Problem statement:
Exactly the lines from the first line of the records to the line holding "Annotation task. Describe" should be duplicated, and nothing more; pictures stay out.

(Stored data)
════════

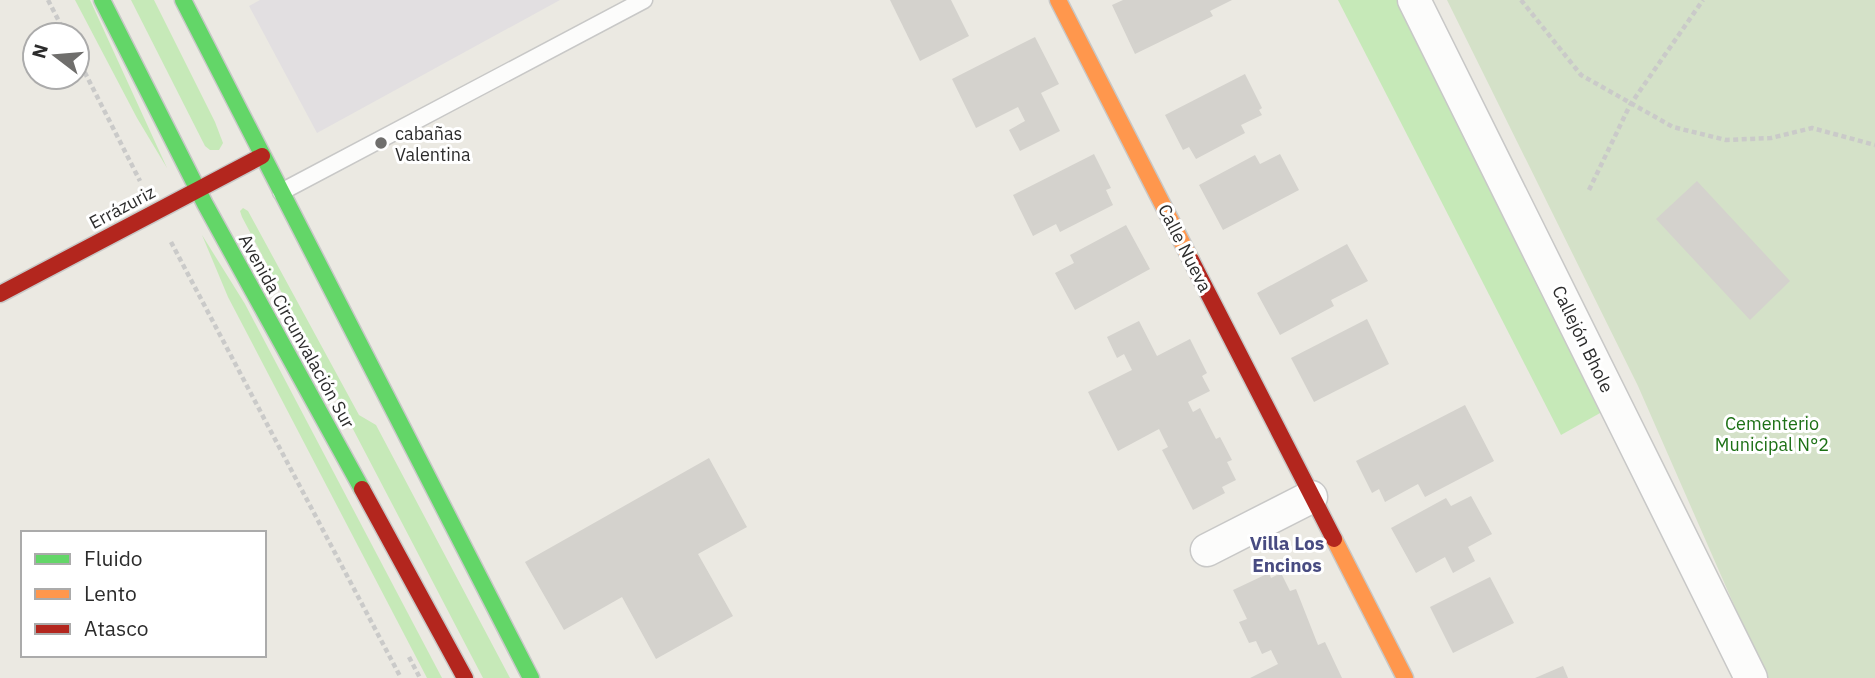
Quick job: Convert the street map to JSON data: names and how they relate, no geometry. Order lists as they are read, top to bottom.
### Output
{
  "streets": {
    "main road": ["Errázuriz", "Calle Nueva", "Avenida Circunvalación Sur"],
    "street": ["Callejón Bhole"]
  },
  "crossings": [
    ["Errázuriz", "Avenida Circunvalación Sur"]
  ],
  "districts": ["Villa Los Encinos"],
  "parks": ["Cementerio Municipal N°2"],
  "places": ["cabañas Valentina"],
  "legend": ["Fluido", "Lento", "Atasco"],
  "north": "left"
}
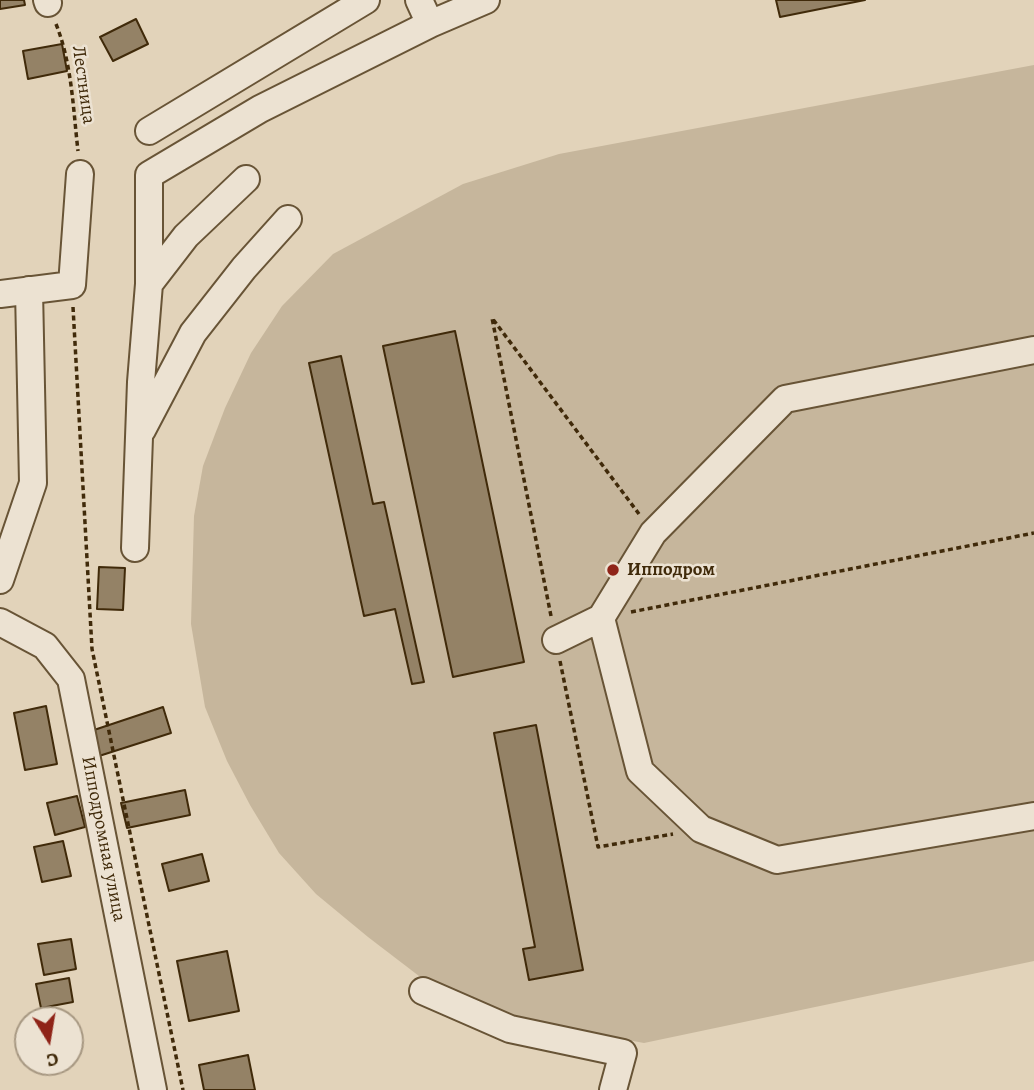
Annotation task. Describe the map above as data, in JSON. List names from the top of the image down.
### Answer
{
  "streets": {
    "street": ["Ипподромная улица"],
    "path": ["Лестница"]
  },
  "places": ["Ипподром"],
  "north": "bottom"
}
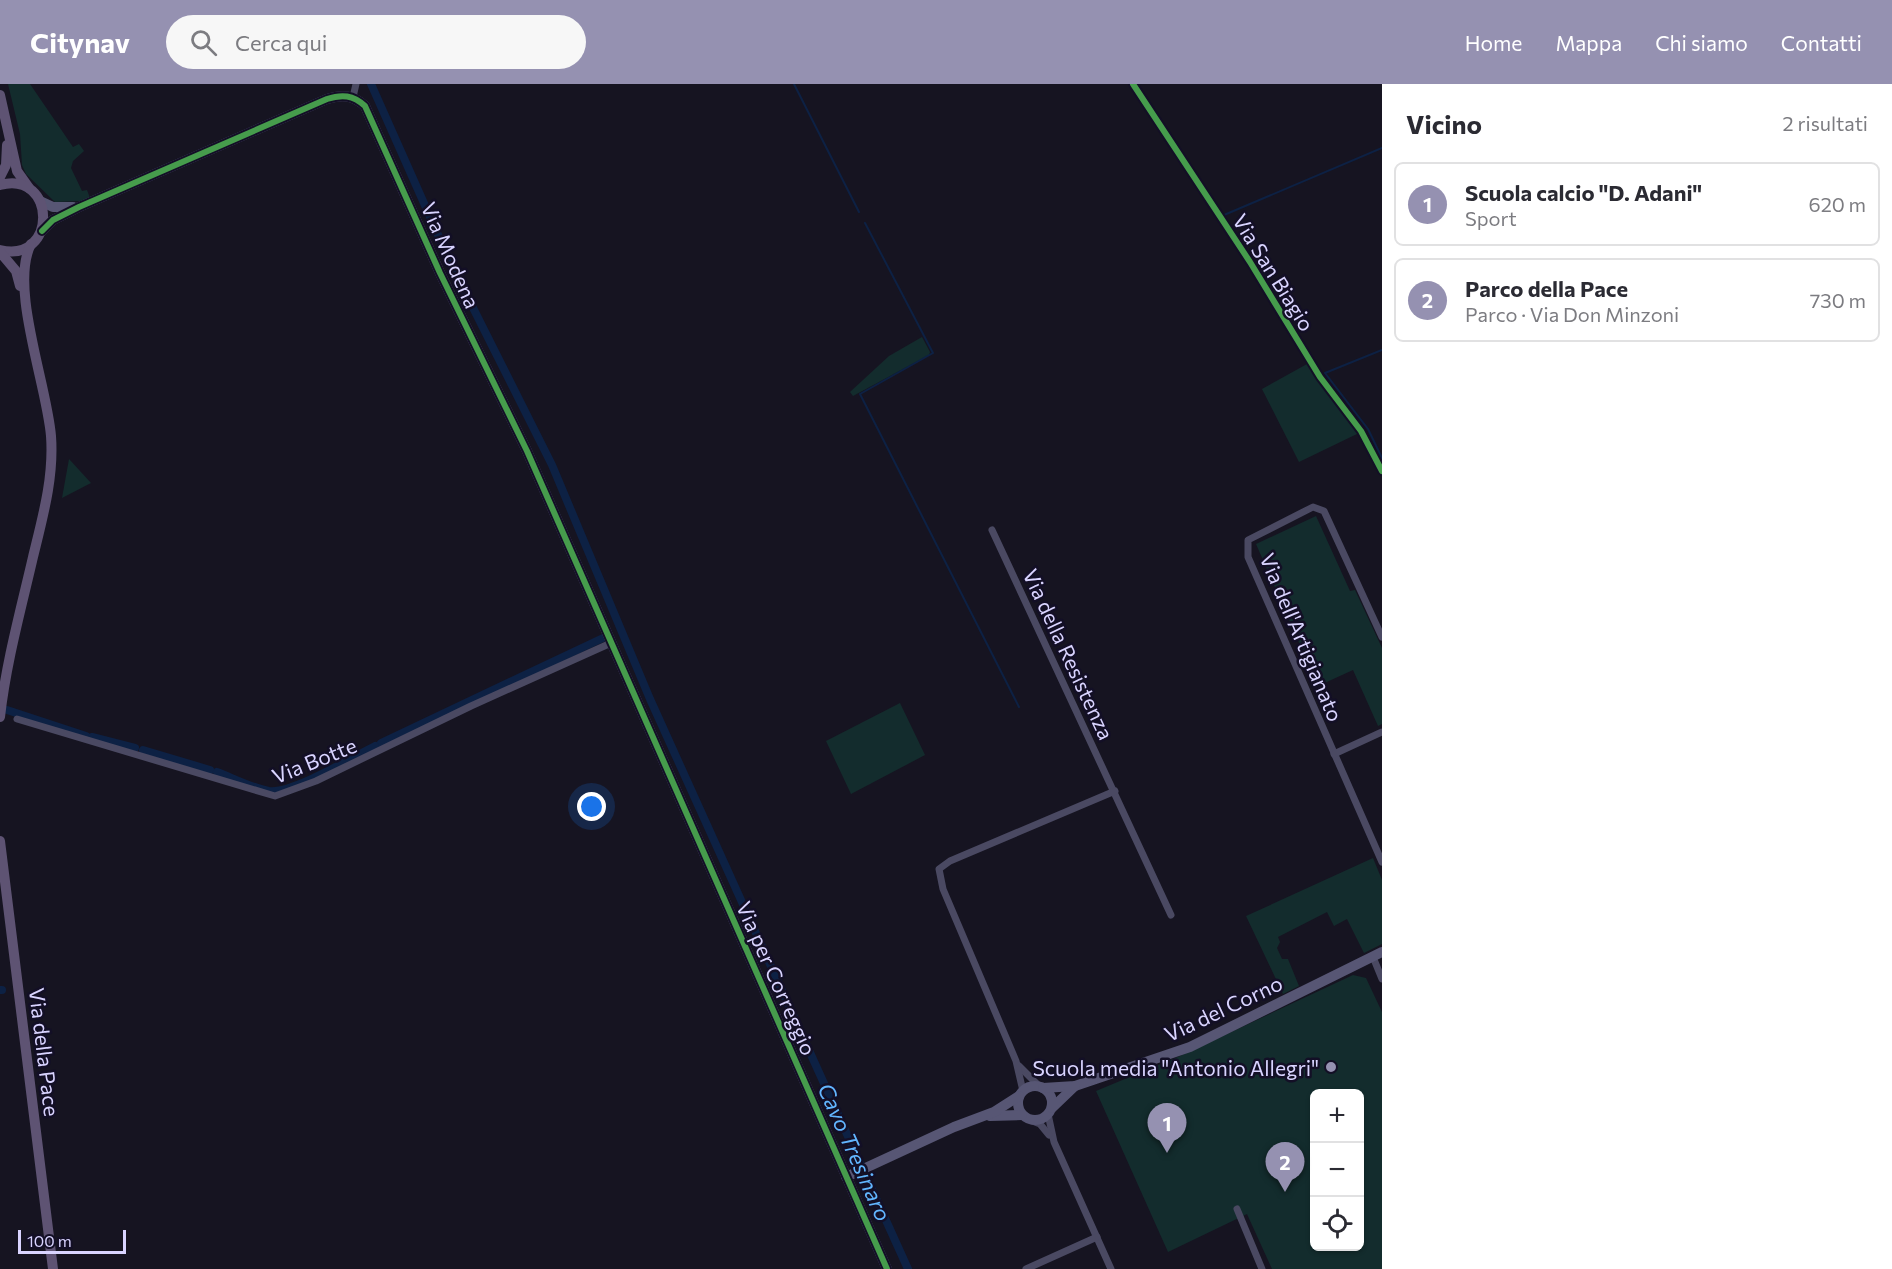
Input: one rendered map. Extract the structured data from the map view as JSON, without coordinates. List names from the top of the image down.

════════

Task output:
Quick job: Convert the street map to JSON data: names and how they relate, no geometry. Order lists as they are read, top to bottom.
### Output
{
  "streets": {
    "main road": ["Errázuriz", "Calle Nueva", "Avenida Circunvalación Sur"],
    "street": ["Callejón Bhole"]
  },
  "crossings": [
    ["Errázuriz", "Avenida Circunvalación Sur"]
  ],
  "districts": ["Villa Los Encinos"],
  "parks": ["Cementerio Municipal N°2"],
  "places": ["cabañas Valentina"],
  "legend": ["Fluido", "Lento", "Atasco"],
  "north": "left"
}
Annotation task. Describe the map above as data, in JSON. List names from the top of the image down.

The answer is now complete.